Il faut maintenant aller plus loin, et trouver les moyens de mieux coordonner les politiques budgétaires nationales des membres de la zone euro. Cela commence par une meilleure synchronisation des calendriers budgétaires nationaux. Une telle évolution serait très importante, et elle mérite d'autant plus la réflexion qu'elle devra être conduite dans le respect de la souveraineté nationale de chacun. Mais les réactions positives que j'ai recueillies auprès de mes collègues me donnent l'espoir que ce chantier aboutira.
Dans le même temps, il faudra veiller à une meilleure articulation entre les débats budgétaires nationaux et les débats européens. Les Parlements nationaux doivent être mieux informés des orientations de politique économique financière et budgétaire à moyen terme et de leur contexte européen. En France, un débat parlementaire pourrait se tenir chaque année au printemps, entre le Conseil européen de mars et celui de juin, au moment du travail de préparation de nos grandes orientations de politique économique (GOPE). Le débat d'orientation budgétaire pourrait en fournir l'occasion.
Nous avons besoin de règles pour guider nos finances publiques et marquer notre attachement commun à la discipline budgétaire. Le Pacte de stabilité et de croissance a été conçu dans cet esprit.
En même temps, le Pacte n'a pas permis d'éviter les dérapages dans les périodes de croissance. De ce fait, le Pacte conduit à recommander la rigueur budgétaire au moment où la conjoncture est faible. Comment nos concitoyens peuvent-ils le comprendre? Enfin, alors que le vieillissement démographique va peser sur la situation financière de nos systèmes de retraite et de santé, le Pacte ne prend que mal en compte la dette et les engagements financiers au titre de nos systèmes de protection sociale. Nous devons donc améliorer la règle commune.
Grâce à notre réunion des 15 et 16 novembre dernier, nous nous sommes déjà mis d'accord sur un certain nombre de points, ce qui devrait permettre d'aboutir au premier semestre 2005, sous présidence luxembourgeoise (l'élection de Jean- Claude Junker n'en a que plus d'intérêt).
Ainsi, comme la France le réclamait, la situation conjoncturelle sera mieux prise en compte les critères actuels de déficit et de dette (les fameux 3 % et 60 %) ne seront pas modifiés, mais en cas de déficit supérieur à 3 % du PIB, le rythme de l'ajustement pourra être adapté à la situation conjoncturelle.

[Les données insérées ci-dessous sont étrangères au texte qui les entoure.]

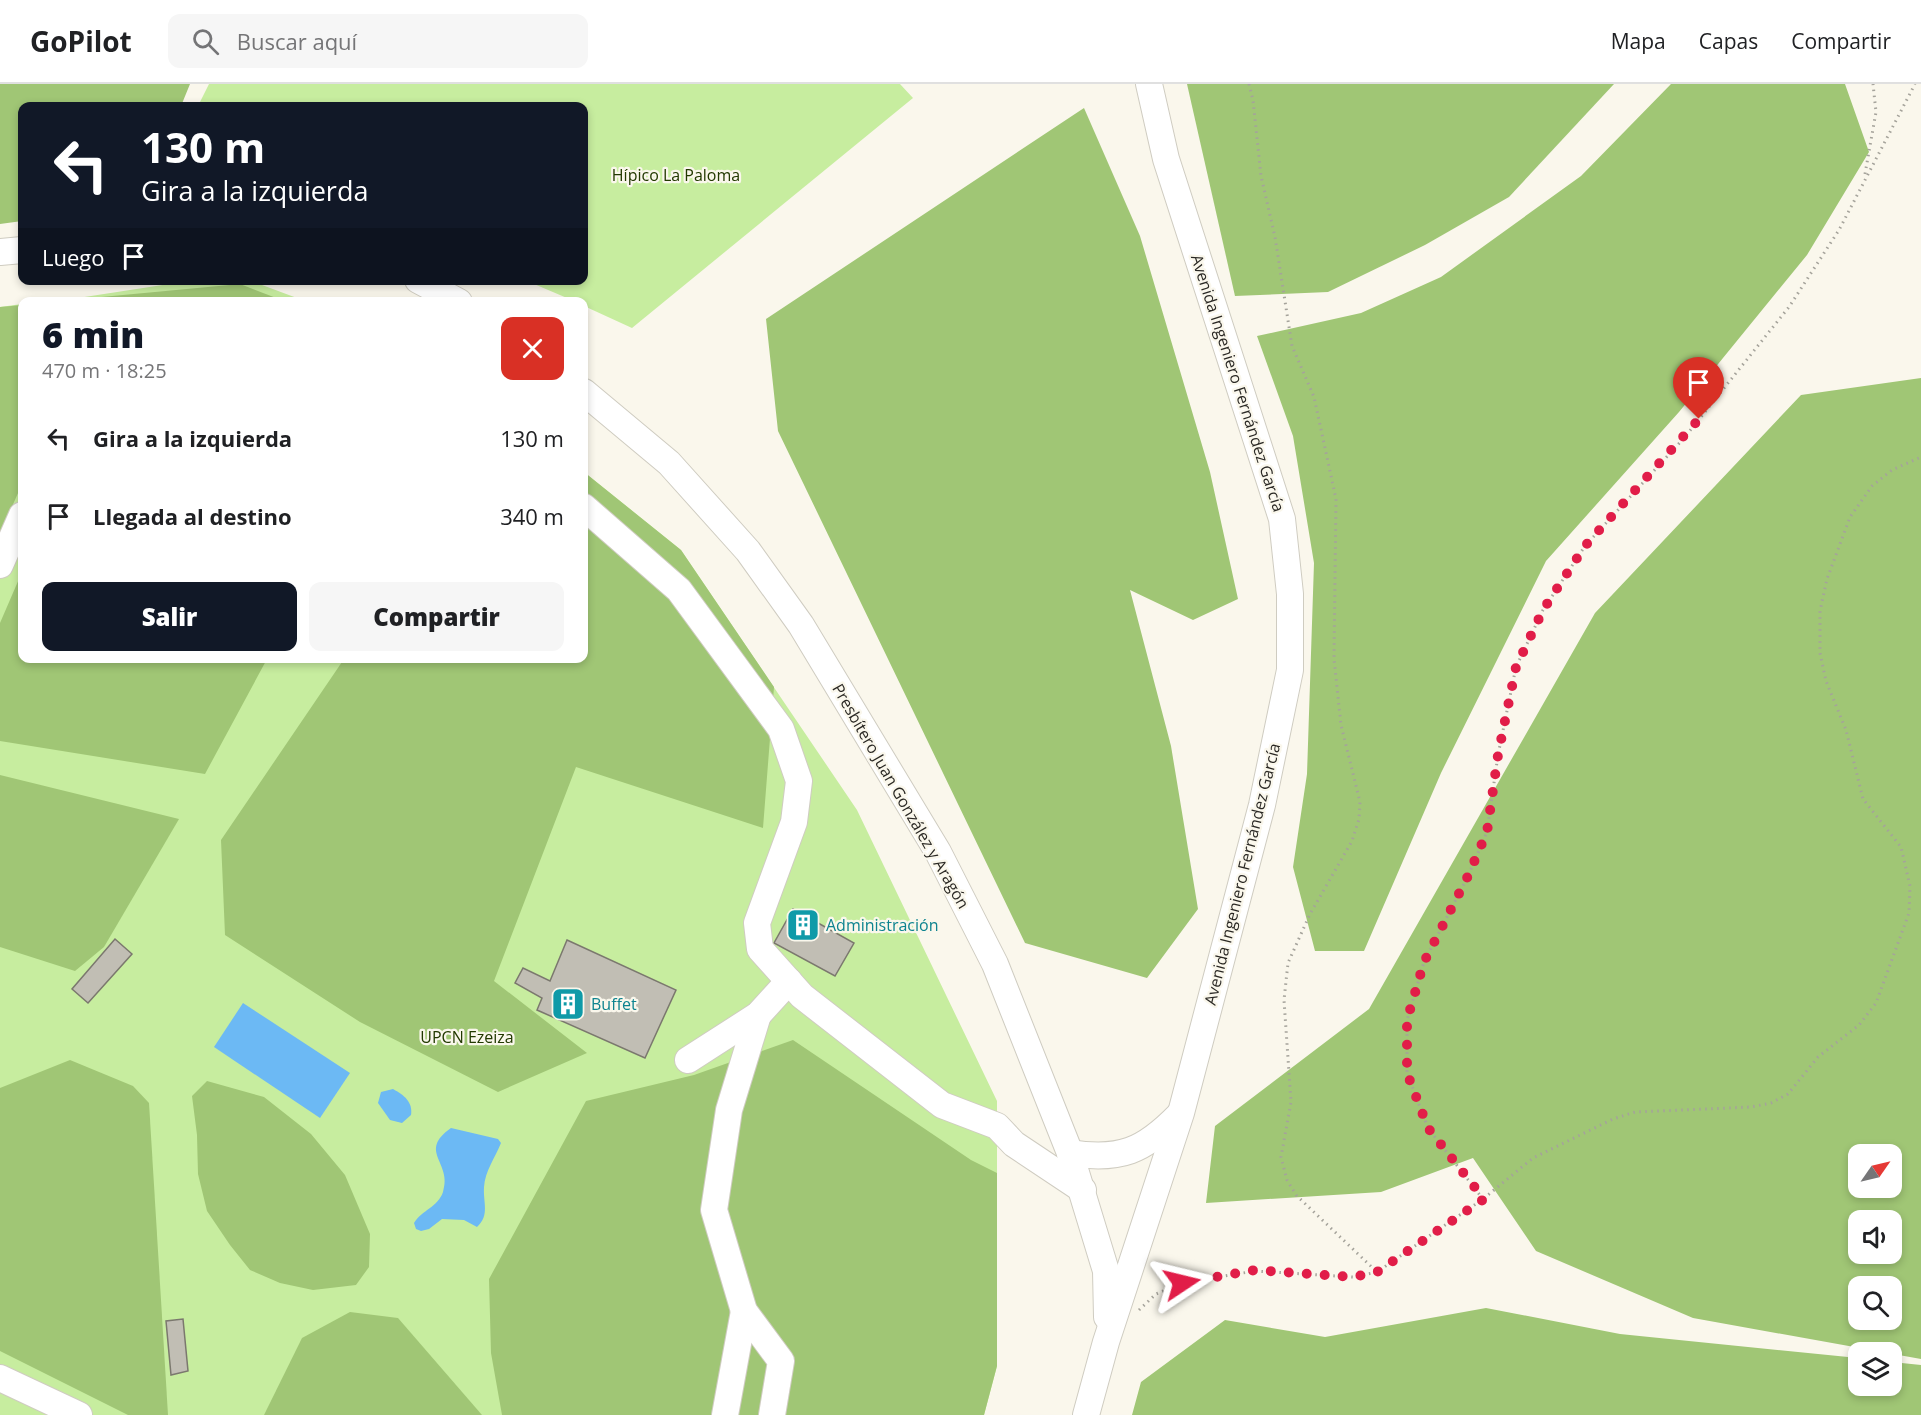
<!DOCTYPE html>
<html lang="es">
<head>
<meta charset="utf-8">
<style>
  body { margin:0; font-family:"Open Sans",sans-serif; background:#f6f6f6; color:#202124; height:100vh; display:flex; flex-direction:column; font-size:22px; white-space:nowrap }
  * { box-sizing:border-box; margin:0 }
  p { font-size:20px; color:#757577 }
  .icon { flex:none; width:33px; height:33px; fill:none; stroke:currentColor; stroke-width:2; stroke-linecap:round; stroke-linejoin:round }
  .map { position:relative; flex:1; overflow:hidden }
  .details { position:absolute; left:18px; top:213px; width:570px; height:366px; display:flex; flex-direction:column; background:#fff; border-radius:12px; box-shadow:0 3px 9px #0003 }
  .details>* { flex:none }
  .banner { position:absolute; left:18px; top:18px; width:570px; height:183px; border-radius:12px; box-shadow:0 3px 9px #0003; background:#111827; color:#fff; overflow:hidden }
  .needle { width:39px; rotate:56deg }
  .tools { position:absolute; left:1848px; top:1060px; display:grid; gap:12px }
  .tools a { display:grid; place-items:center; width:54px; height:54px; border-radius:12px; background:#fff; box-shadow:0 3px 9px #0003; font-size:30px }
  .pin { position:absolute; display:grid; place-items:center; width:51px; height:51px; color:#fff; margin:-62px -26px; border-radius:50% 50% 50% 0; rotate:-45deg; box-shadow:0 0 6px #0007 }
  .pin .icon { rotate:45deg }
  .me { position:absolute; width:66px; margin:-33px; rotate:80deg; stroke-linejoin:round; filter:drop-shadow(0 0 4px #0008) }
  .turn { display:flex; align-items:center; gap:21px; height:126px; padding:0 24px; font-size:27px }
  .turn .icon { width:78px; height:78px; stroke-width:2.5 }
  .turn b { display:block; font-size:42px; line-height:51px }
  .then { display:flex; align-items:center; height:57px; padding:0 24px; background:#0003; gap:12px; font-size:22px }
  .round { display:grid; place-items:center; flex:none; width:63px; height:63px; border-radius:12px; background:#f6f6f6 }
  .head { display:flex; align-items:center; justify-content:space-between; height:102px; padding:0 24px }
  h1 { font-size:36px; font-weight:800; line-height:45px; color:#111827 }
  .cta { display:flex; gap:12px; margin-top:auto; padding:12px 24px }
  .cta a { flex:1; height:69px; border-radius:12px; background:#111827; color:#fff; font-size:24px; font-weight:800; line-height:69px; text-align:center }
  .cta a+a { background:#f6f6f6; color:#202124 }
  ul { padding:0; list-style:none }
  li { display:flex; align-items:center; gap:18px; height:78px; padding:0 24px }
  li div { flex:1 }
  li b { display:block; font-size:22px }
  li em { font-style:normal }
  header { display:flex; align-items:center; gap:36px; box-sizing:border-box; height:84px; padding:0 30px; background:#fff; border-bottom:2px solid #e0e0e0 }
  header strong { font-size:28px }
  nav { display:flex; gap:33px; margin-inline-start:auto; font-size:21px }
  .search { width:420px; height:54px; background:#f6f6f6; display:flex; align-items:center; gap:15px; box-sizing:border-box; padding:0 21px; border-radius:12px; color:#757577; font-size:22px }
  .map>svg:first-child { display:block }
  .green { fill:#c7ed9f }
  .forest { fill:#a0c675; fill-rule:evenodd }
  .water { fill:#6cb9f4 }
  .building { fill:#c1beb4; stroke:#7b786e; stroke-width:1.5 }
  .lines { fill:none; stroke-linecap:round; stroke-linejoin:round }
  .minor-casing { stroke:#cfccc1; stroke-width:28 }
  .path { stroke:#a5a39b; stroke-width:3; stroke-dasharray:1.5 4.5; stroke-linecap:butt }
  .minor { stroke:#fff; stroke-width:26 }
  .route { stroke:#e11d48; stroke-width:10; stroke-dasharray:0 18 }
  .labels { text-anchor:middle; dominant-baseline:central; stroke-width:4.5; stroke-linejoin:round; paint-order:stroke }
  .park-label { font-size:16px; fill:#223900; stroke:#faf7ec }
  .street-label { font-size:16px; fill:#2a2824; stroke:#faf7ec }
  .culture-label { font-size:16px; fill:#0d838f; stroke:#faf7ec; text-anchor:start }
</style>
</head>
<body>
<header>
<strong>GoPilot</strong>
<div class="search"><svg class="icon" aria-label="search" viewBox="0 0 24 24"><circle cx="10" cy="10" r="6"/><path d="M15 15l6 6"/></svg>Buscar aquí</div>
<nav><a>Mapa</a><a>Capas</a><a>Compartir</a></nav>
</header>
<div class="map">
<svg width="1921" height="1331" viewBox="0 0 1921 1331">
  <rect width="100%" height="100%" fill="#faf7ec"/>
  <g class="green">
    <path d="M209,0H900L913,14L632,244L584,222V218L574,217L527,197L584,196V22H198Z"/>
    <path d="M195,196L251,197L305,217L52,218Z"/>
    <path d="M22,220V574H584V388L681,466L857,726L997,1017V1282L984,1331H0V223Z"/>
  </g>
  <g class="forest">
    <path d="M0,0H190L181,22H22V137L0,140Z"/>
    <path d="M1187,0H1614L1509,113L1425,161L1328,208L1235,212Z"/>
    <path d="M1671,0H1845L1869,68L1807,171L1679,328L1546,477L1441,689L1364,867H1315L1293,783L1307,690L1314,479L1293,352L1257,252L1361,229L1441,193L1581,92Z"/>
    <path d="M1084,24L1140,152L1210,388L1238,515L1193,536L1130,506L1171,662L1198,825L1147,894L1025,859L778,347L766,235Z"/>
    <path d="M240,200L284,217H59Z"/>
    <path d="M22,221V400L0,450V223Z"/>
    <path d="M1921,294V1275L1693,1234L1536,1167L1473,1074L1381,1108L1206,1119L1215,1042L1369,925L1595,529L1801,311ZM1858,1071H1892V1104H1858ZM1858,1137H1892V1170H1858ZM1858,1203H1892V1236H1858Z"/>
    <path d="M584,388L681,466L774,603L763,744L576,683L494,897L587,969L498,1008L360,938L225,851L221,756L344,575L584,574Z"/>
    <path d="M22,488V574L267,575L205,690L0,657V539Z"/>
    <path d="M0,691L179,735L104,863L75,887L0,863Z"/>
    <path d="M793,956L971,1076L997,1089V1282L984,1331H502L491,1269L489,1195L586,1017L694,991Z"/>
    <path d="M70,976L133,1002L149,1019L168,1331H128L0,1267V1004Z"/>
    <path d="M207,997L264,1013L311,1050L345,1091L370,1150L369,1183L356,1201L313,1206L280,1199L250,1186L230,1161L207,1127L198,1090L197,1051L192,1012Z"/>
    <path d="M1486,1224L1620,1250L1858,1274V1302H1892V1278L1921,1281V1331H1132L1141,1298L1225,1236L1325,1253Z"/>
    <path d="M350,1228L398,1234L482,1331H264L302,1254Z"/>
  </g>
  <g class="water">
    <path d="M243,919L350,989L320,1034L214,963Z"/>
    <path d="M393,1005C404,1011 413,1018 411,1031L402,1039L390,1036L378,1019L381,1008Z"/>
    <path d="M451,1044L498,1055L501,1059C495,1074 485,1087 484,1103C483,1119 490,1131 477,1143L464,1136L442,1135L429,1145L421,1147L416,1145L414,1139C422,1126 438,1123 443,1108C453,1078 417,1068 451,1044Z"/>
  </g>
  <g class="building">
    <path d="M793,825L854,859L835,892L774,859Z"/>
    <path d="M115,855L132,870L88,919L72,905Z"/>
    <path d="M567,856L676,906L645,974L537,926L542,914L515,899L523,884L550,897Z"/>
    <path d="M183,1235L188,1287L171,1291L166,1237Z"/>
  </g>
  <g class="lines">
    <g class="minor-casing">
      <g id="minor">
        <path d="M0,168L22,166"/>
        <path d="M418,196L459,218"/>
        <path d="M584,308L669,379L748,467L801,541L938,768L995,880L1070,1069L1106,1187L1107,1233"/>
        <path d="M584,423L679,506L781,645L799,697L794,738L757,839L760,865L802,912L942,1021L997,1042L1014,1060L1083,1106"/>
        <path d="M0,481L22,431"/>
        <path d="M758,931L729,1026L714,1126L744,1227L781,1277L772,1331"/>
        <path d="M688,976L758,931L789,897"/>
        <path d="M1070,1069C1120,1077 1144,1067 1179,1031"/>
        <path d="M0,1294L79,1331"/>
        <path d="M725,1331L744,1227"/>
        <path d="M1086,1331L1106,1258L1181,1029L1262,721L1290,586V510L1282,435L1166,75L1149,0"/>
      </g>
    </g>
    <g class="path">
      <path d="M1249,0L1253,16L1261,92L1275,153L1292,262L1314,313L1336,415L1334,575L1341,641L1360,718L1359,735L1352,757L1310,830L1288,879L1284,916L1291,1018L1281,1073L1287,1096L1296,1111L1377,1188"/>
      <path d="M1865,90L1876,28L1873,0"/>
      <path d="M1483,1115L1428,1044L1407,989V936L1424,878L1468,792L1487,748L1498,671L1516,583L1543,526L1585,462L1684,354L1789,223L1839,146L1915,0"/>
      <path d="M1139,1226L1156,1210L1182,1199L1255,1187L1353,1193L1377,1188L1483,1115L1533,1074L1613,1035L1635,1028L1751,1023L1771,1019L1788,1010L1818,973L1859,941L1876,919L1909,829L1910,802L1901,763L1863,715L1846,646L1826,597L1820,569V527L1827,495L1850,433L1872,402L1892,386L1921,373"/>
    </g>
    <use href="#minor" class="minor"/>
  </g>
  <g class="lines">
    <path class="route" d="M1182,1199L1255,1186L1353,1193L1377,1188L1484,1115L1428,1044L1407,989V936L1424,878L1468,792L1487,748L1498,671L1516,583L1543,526L1585,462L1699,335"/>
  </g>
  <defs>
    <g id="building-square" transform="scale(1.725)"><rect x="-9" y="-9" width="18" height="18" rx="4" fill="#0f9aa8" stroke="#faf7ec"/><path d="M-4-6H4V6H1V3H-1V6H-4ZM-2.5-4.3h1.7v1.8h-1.7ZM.8-4.3h1.7v1.8H.8ZM-2.5-1h1.7V.8h-1.7ZM.8-1h1.7V.8H.8Z" fill="#fff"/></g>
  </defs>
  <g fill-rule="evenodd">
    <use href="#building-square" x="803" y="841"/>
    <use href="#building-square" x="568" y="920"/>
  </g>
  <g class="labels">
    <g class="park-label">
      <text x="676" y="91">Hípico La Paloma</text>
      <text x="467" y="953">UPCN Ezeiza</text>
    </g>
    <g class="street-label">
      <text transform="translate(1238 299) rotate(72)">Avenida Ingeniero Fernández García</text>
      <text transform="translate(901 712) rotate(60)">Presbítero Juan González y Aragón</text>
      <text transform="translate(1242 790) rotate(-76)">Avenida Ingeniero Fernández García</text>
    </g>
    <g class="culture-label">
      <text x="826" y="841">Administración</text>
      <text x="591" y="920">Buffet</text>
    </g>
  </g>
</svg>
<div class="tools">
<a><svg class="needle" viewBox="-14 -14 28 28"><path d="M0-13l5 13h-10z" fill="#e53935"/><path d="M0 13l5-13h-10z" fill="#757577"/></svg></a>
<a><svg class="icon" aria-label="sound" viewBox="0 0 24 24"><path d="M4 9h4l5-4v14l-5-4H4zM17 9q2 3 0 6"/></svg></a>
<a><svg class="icon" aria-label="search" viewBox="0 0 24 24"><circle cx="10" cy="10" r="6"/><path d="M15 15l6 6"/></svg></a>
<a><svg class="icon" aria-label="layers" viewBox="0 0 24 24"><path d="M12 4l9 5-9 5-9-5zM3 14l9 5 9-5"/></svg></a>
</div>
<div class="pin" style="left:1699px;top:335px;background:#d93025"><svg class="icon" aria-label="arrive" viewBox="0 0 24 24"><path d="M6 21V4h12l-3 4 3 4H6"/></svg></div>
<svg class="me" style="left:1182px;top:1199px" viewBox="-20 -20 40 40"><path d="M0-17L14 15 0 8-14 15z" fill="#e11d48" stroke="#fff" stroke-width="4"/></svg>
<div class="banner">
<div class="turn"><svg class="icon" aria-label="left" viewBox="0 0 24 24"><path d="M17 20v-9H6M10 6l-5 5 5 5"/></svg><div><b>130 m</b>Gira a la izquierda</div></div>
<div class="then">Luego<svg class="icon" aria-label="arrive" viewBox="0 0 24 24"><path d="M6 21V4h12l-3 4 3 4H6"/></svg></div>
</div>
<section class="details">
<div class="head"><div><h1>6 min</h1><p>470 m · 18:25</p></div><a class="round" style="background:#d93025;color:#fff"><svg class="icon" aria-label="close" viewBox="0 0 24 24"><path d="M6 6l12 12M18 6L6 18"/></svg></a></div>
<ul>
<li><svg class="icon" aria-label="left" viewBox="0 0 24 24"><path d="M17 20v-9H6M10 6l-5 5 5 5"/></svg><div><b>Gira a la izquierda</b></div><em>130 m</em></li>
<li><svg class="icon" aria-label="arrive" viewBox="0 0 24 24"><path d="M6 21V4h12l-3 4 3 4H6"/></svg><div><b>Llegada al destino</b></div><em>340 m</em></li>
</ul>
<div class="cta"><a>Salir</a><a>Compartir</a></div>
</section>
</div>
</body>
</html>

À l'inverse, les périodes de croissance devront être mises à profit pour que les pays se désendettent. L'appropriation des objectifs du Pacte de stabilité et de croissance par chaque État membre doit d'ailleurs être améliorée avec des règles nationales de comportement financier et budgétaire qui indiquent comment utiliser les recettes fiscales supplémentaires perçues pendant les périodes de croissance C'est l'objet de la loi organique que j'a déposée devant le Parlement et qui est en passe d'être adoptée.
L'accent sera mis davantage sur le long terme et la dette, les engagements pris au titre de nos régimes de retraite et les réformes qui réduisent ces engagements seront mieux pris en compte.
Il sera enfin nécessaire de mieux prendre en compte la qualité de la dépense dans le contexte de chaque pays: par exemple pour ceux qui ont un retard d'investissement, ne pas dissuader l'investissement public; pour tous, veiller à ce que le choix budgétaires du court terme ne conduisent pas à sacrifier les dépenses tournées vers l'avenir, en particulier dans les domaines de la recherche et du développement. Nous devons aussi réfléchir à la manière dont sont prises en compte les dépenses militaires, car celles-ci concourent à la défense commune et profiteront donc à toute l'Europe.